第18話 夢……
仕事と学校に向かうだけの生活に僕は戻った。
しばらく会えないと伝えた時、ヒロミは今にも泣きそうな顔で僕を見つめた。でも、年末に向けて仕事が忙しいというのはわかってくれたようだった。
僕は仕事と学校の友人との付き合いで時間を費やしていった。
ヒロミの事をどうするのか?……その答えはだせないまま……いや、考える必要なんかなかった。
時間が過ぎ、再会の日を待つだけだ。
友人と遊びに行ったり、何故か恋愛相談にのったり……そんな日々が過ぎっていったある日のことだった。
どこにいるんだろう?
……見た事もない風景が広がる。……なんだかぼんやりとした景色だった。
夢なのか?……なんでだろう?何故か物悲しい気持ちで胸がいっぱいになる。
「シン……」
「!?……ヒロミ?」
声のした方向に振り返るとヒロミの姿が見えた。ぼんやりした映像だ……やっぱり夢のようだ。
「ごめんね……」
ヒロミはそう呟くと涙を流しながら姿を消した。
「ヒロミ!!」
……目が覚めた。
時計に目をやる。出勤するにはずいぶんと早い時間だ。
心のどこかで会いたいって思う気持ちが、あんな夢を見せたんだろうか?
再会を約束したクリスマスイヴまでは1週間もない。
連絡もしないでいるせいなんだろうか?
会いたいな……素直にそう思った。やっぱり僕はヒロミが好きなんだ。自分の気持ちに改めて気付いた。
……プレゼント……何にしようかな。
そんな事を考えながら僕は再び眠りについた。
クリスマスイヴまで数日だというのに、プレゼントは決まらない。約束した小説も書けないままだった。

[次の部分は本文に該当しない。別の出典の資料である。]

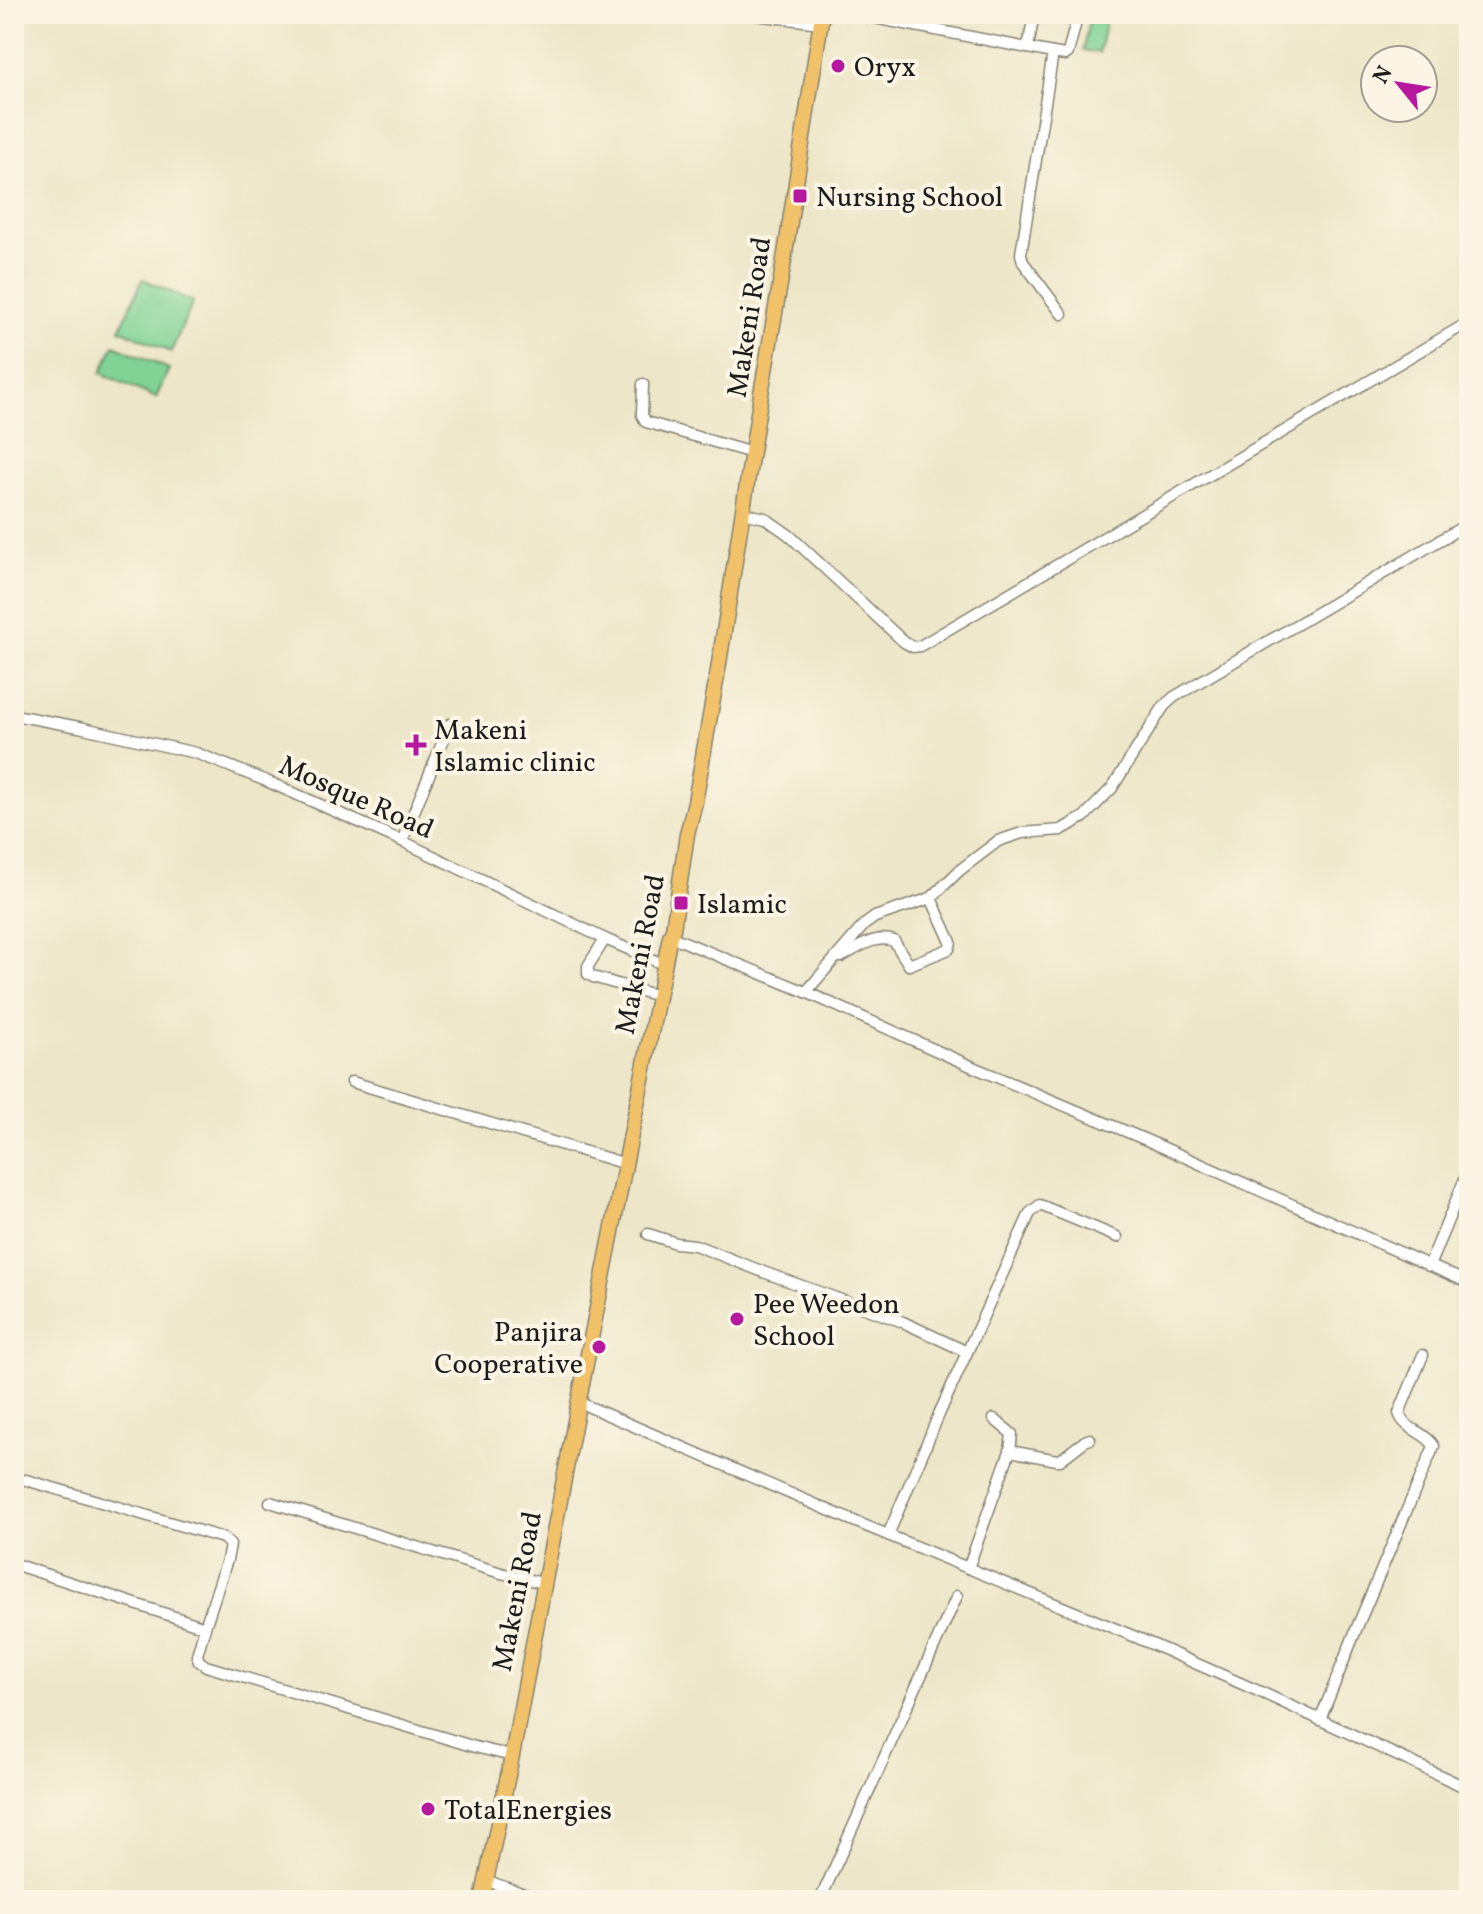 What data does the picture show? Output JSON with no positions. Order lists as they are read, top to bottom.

どんなモノをプレゼントしたら、ヒロミは喜んでくれるんだろう?
アクセサリー?オルゴール?マフラー?本?……。
プレゼントの品が頭の中をグルグルと浮かんでは消えていく。
考えてみるとプレゼントするの、あの日以来だ。
苦い思い出がよみがえる。
後悔の念でいっぱいになりそうになる。
僕はソレを振り払うとプレゼントを探すためにバイクを走らせた。
……ペンダントなら、身につけてられるし……邪魔になったりしないよな。
僕は以前雑誌で紹介されていた店へと向かった。
どんな顔で受け取ってくれるんだろう?想像するだけで顔が緩むのが自分でもわかった。
カップルと女性ばかりの店内をウロウロして、迷ったあげく、店員さんの意見を聞いてみる事にした。
「彼女へのプレゼントですか?」
明るい笑顔で店員さんが聞いてくる。
「いや、まだそういうんじゃなくて」
顔が赤くなるのがわかる。
「上手くいくといいですね」
ニッコリと微笑まれて、急に恥ずかしくなってきた。
「こっちのにします」
僕はシンプルなデザインのペンダントを指差した。
「包装だけでよろしいですか?メッセージカードも同封できますけど?」
「包装だけでいいです」
……こんなトコでそんなの書けないよ。
小さな包みを受け取ると僕は家路についた。
ヒロミ……喜んでくれるかな?
あ?……同じ景色だ、夢というのがすぐにわかった。
ヒロミ?……以前ヒロミがいた場所を探す……いた、ヒロミだ。
「ヒロミ、プレゼント買ってきたよ」
夢だとわかってるのに話しかける。
「……」
ヒロミは悲しそうにうつむき黙ったままだ。
「どうしたの?」
「……シン、ごめんね。……ごめん」
問いかけに答える事なく、ヒロミは涙を流すばかりだ。そして、そのまま消えていった。
同じ夢だ……何かあったのか?でも連絡は何もない。
会えない時間が不安にさせてるだけなんだろうか?
再会まで後二日……大丈夫、連絡がないんだもの、元気にしてる。……自分から言い出しておいて会いになんか行けない。
でも……不安は消えず、眠れないまま僕は朝を迎えた。
約束までの二日間、僕は同じ夢で目を覚まし、不安を胸に朝を迎えた。
プレゼントを片手に急いでマスターの店へと向かった。
夢の不安を振り払うように……。